Give the listing again word for word. Skip the pictures.

**MATERIALS PROVIDED**
::::

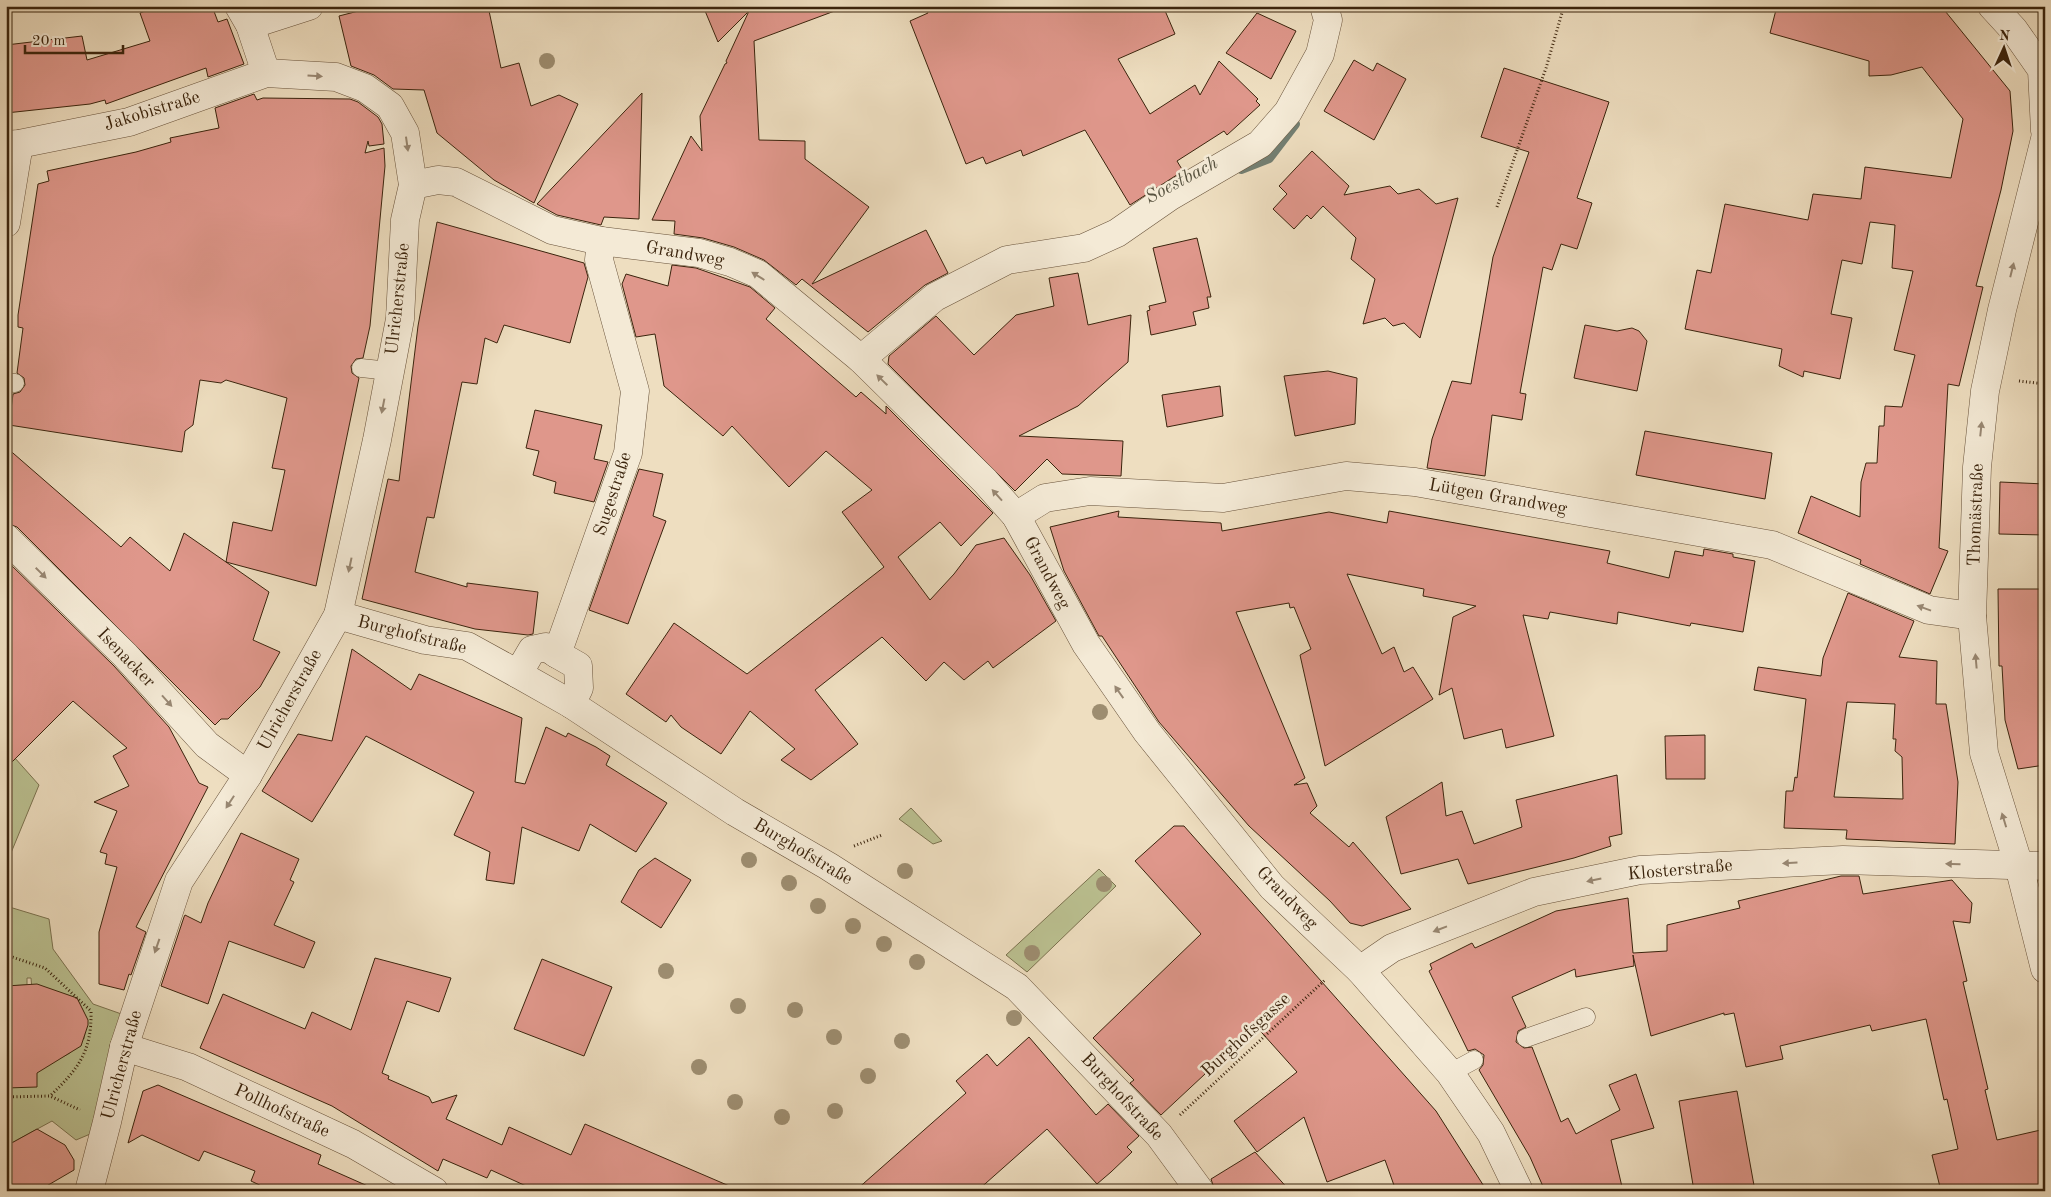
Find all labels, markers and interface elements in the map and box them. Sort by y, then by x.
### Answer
scale bar [25,22,122,54]
north arrow [1978,22,2028,72]
text: N [1999,29,2011,43]
text: 20 m [32,34,66,49]
one-way arrow [307,72,323,80]
street label: Jakobistraße [102,88,202,134]
one-way arrow [403,136,411,152]
water label: Soestbach [1142,154,1222,208]
street label: Grandweg [644,238,726,270]
street label: Ulricherstraße [383,242,413,356]
one-way arrow [2009,262,2017,277]
one-way arrow [751,271,765,280]
one-way arrow [876,374,888,386]
one-way arrow [379,399,387,415]
one-way arrow [1977,421,1985,437]
street label: Sugestraße [591,450,635,538]
street label: Thomästraße [1965,463,1987,567]
street label: Lütgen Grandweg [1427,476,1569,518]
one-way arrow [991,489,1003,501]
street label: Grandweg [1020,534,1074,613]
one-way arrow [346,558,354,573]
one-way arrow [35,566,47,578]
one-way arrow [1916,603,1931,611]
street label: Burghofstraße [356,613,468,657]
street label: Isenacker [94,625,159,692]
street label: Ulricherstraße [255,646,325,754]
one-way arrow [1971,653,1979,669]
one-way arrow [1114,685,1124,698]
one-way arrow [161,695,173,707]
one-way arrow [225,796,235,809]
one-way arrow [2000,812,2008,827]
street label: Burghofstraße [750,815,856,889]
street label: Klosterstraße [1627,856,1733,884]
one-way arrow [1782,859,1798,867]
one-way arrow [1945,860,1961,868]
street label: Grandweg [1253,863,1321,933]
one-way arrow [1587,876,1602,884]
one-way arrow [1432,925,1447,933]
one-way arrow [153,939,161,954]
street label: Burghofsgasse [1198,990,1294,1080]
street label: Ulricherstraße [99,1008,145,1122]
street label: Burghofstraße [1077,1050,1167,1144]
street label: Pollhofstraße [232,1081,332,1141]

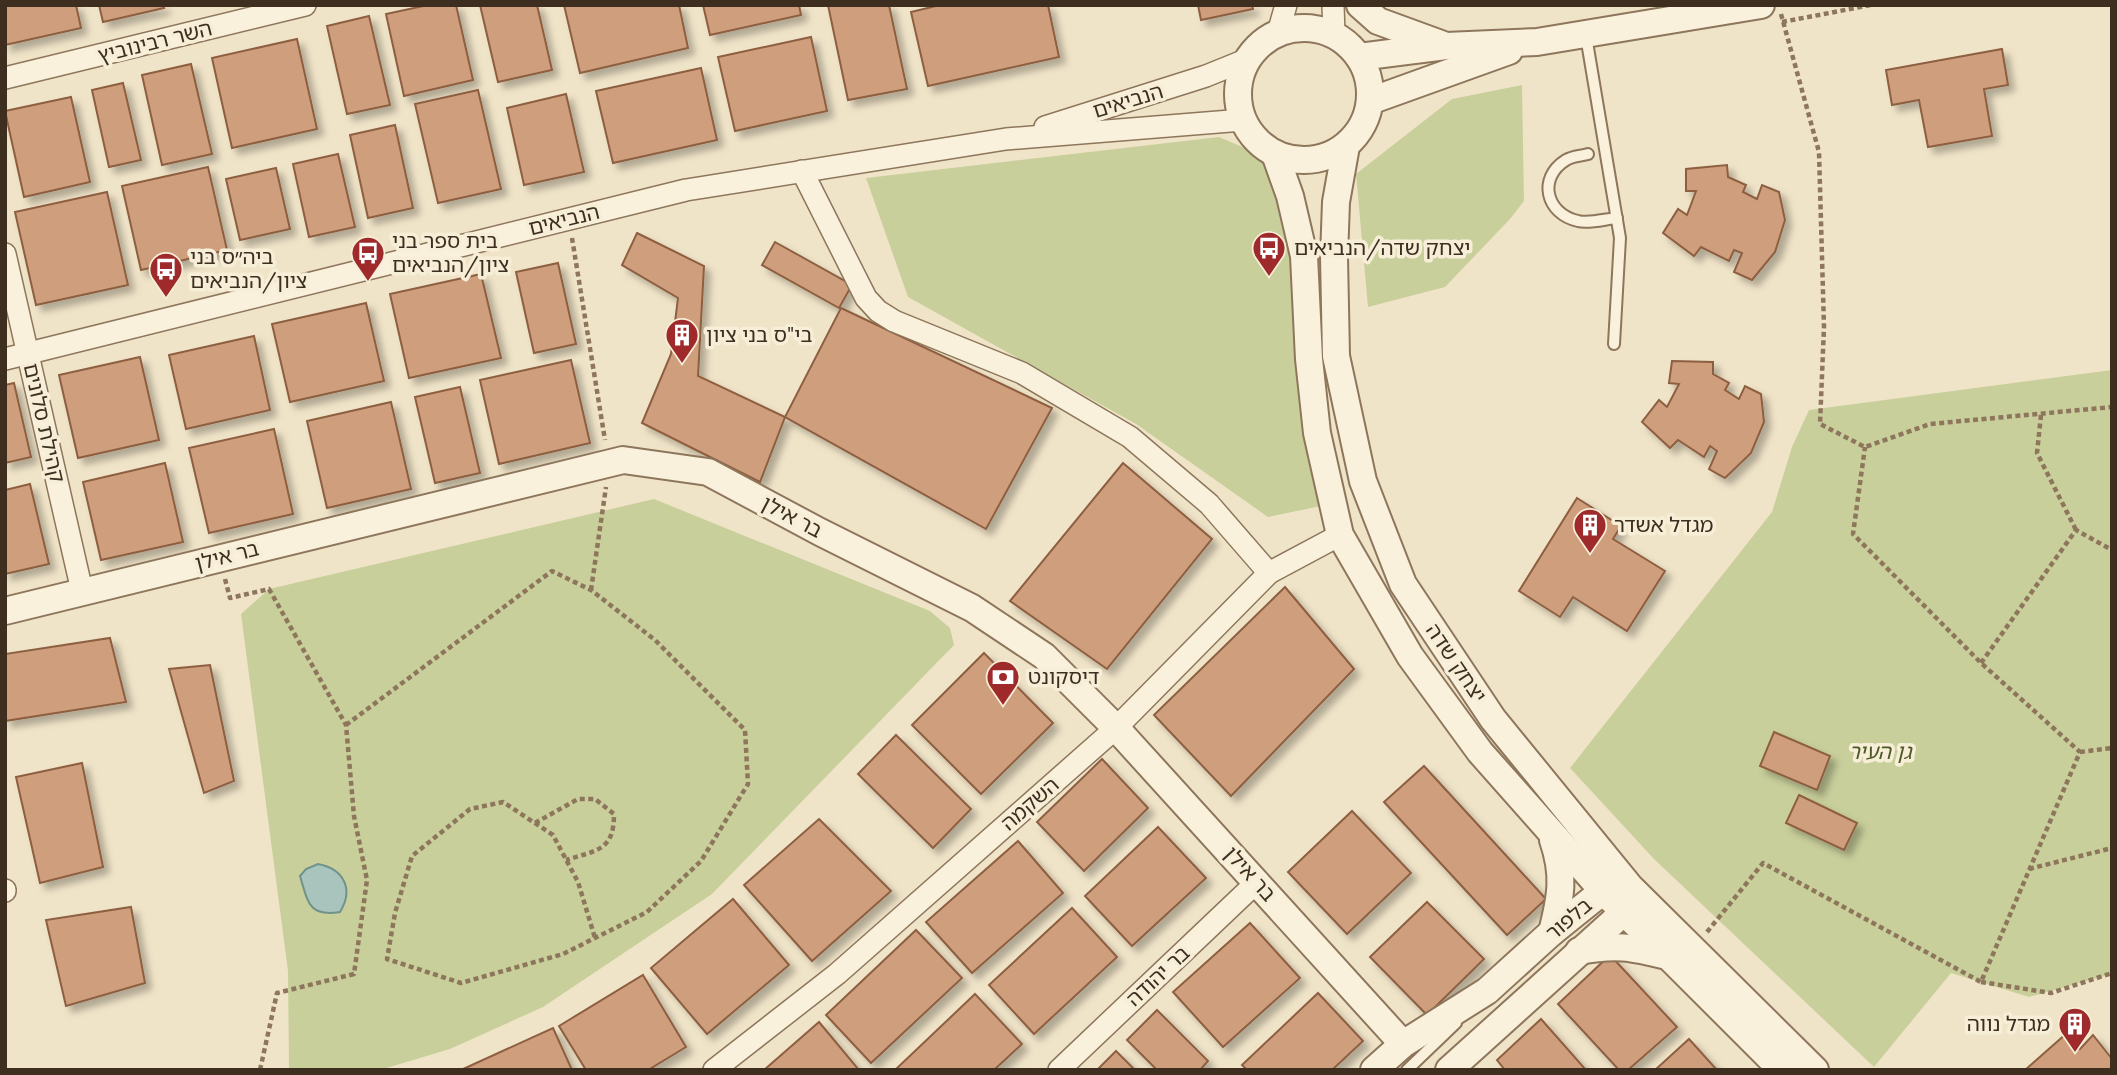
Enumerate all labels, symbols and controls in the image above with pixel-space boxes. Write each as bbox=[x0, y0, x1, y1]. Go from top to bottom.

::::

**EXERCISE ANSWER**
Find all labels, markers and interface elements in the map and box them. Sort by y, then by x.
### Answer
scale bar [25,22,122,54]
north arrow [1978,22,2028,72]
text: N [1999,29,2011,43]
text: 20 m [32,34,66,49]
one-way arrow [307,72,323,80]
street label: Jakobistraße [102,88,202,134]
one-way arrow [403,136,411,152]
water label: Soestbach [1142,154,1222,208]
street label: Grandweg [644,238,726,270]
street label: Ulricherstraße [383,242,413,356]
one-way arrow [2009,262,2017,277]
one-way arrow [751,271,765,280]
one-way arrow [876,374,888,386]
one-way arrow [379,399,387,415]
one-way arrow [1977,421,1985,437]
street label: Sugestraße [591,450,635,538]
street label: Thomästraße [1965,463,1987,567]
street label: Lütgen Grandweg [1427,476,1569,518]
one-way arrow [991,489,1003,501]
street label: Grandweg [1020,534,1074,613]
one-way arrow [346,558,354,573]
one-way arrow [35,566,47,578]
one-way arrow [1916,603,1931,611]
street label: Burghofstraße [356,613,468,657]
street label: Isenacker [94,625,159,692]
street label: Ulricherstraße [255,646,325,754]
one-way arrow [1971,653,1979,669]
one-way arrow [1114,685,1124,698]
one-way arrow [161,695,173,707]
one-way arrow [225,796,235,809]
one-way arrow [2000,812,2008,827]
street label: Burghofstraße [750,815,856,889]
street label: Klosterstraße [1627,856,1733,884]
one-way arrow [1782,859,1798,867]
one-way arrow [1945,860,1961,868]
street label: Grandweg [1253,863,1321,933]
one-way arrow [1587,876,1602,884]
one-way arrow [1432,925,1447,933]
one-way arrow [153,939,161,954]
street label: Burghofsgasse [1198,990,1294,1080]
street label: Ulricherstraße [99,1008,145,1122]
street label: Burghofstraße [1077,1050,1167,1144]
street label: Pollhofstraße [232,1081,332,1141]

Enumerate all labels, symbols and controls in the image above with pixel-space boxes. Write each as bbox=[x0, y0, x1, y1]. Go from top to bottom.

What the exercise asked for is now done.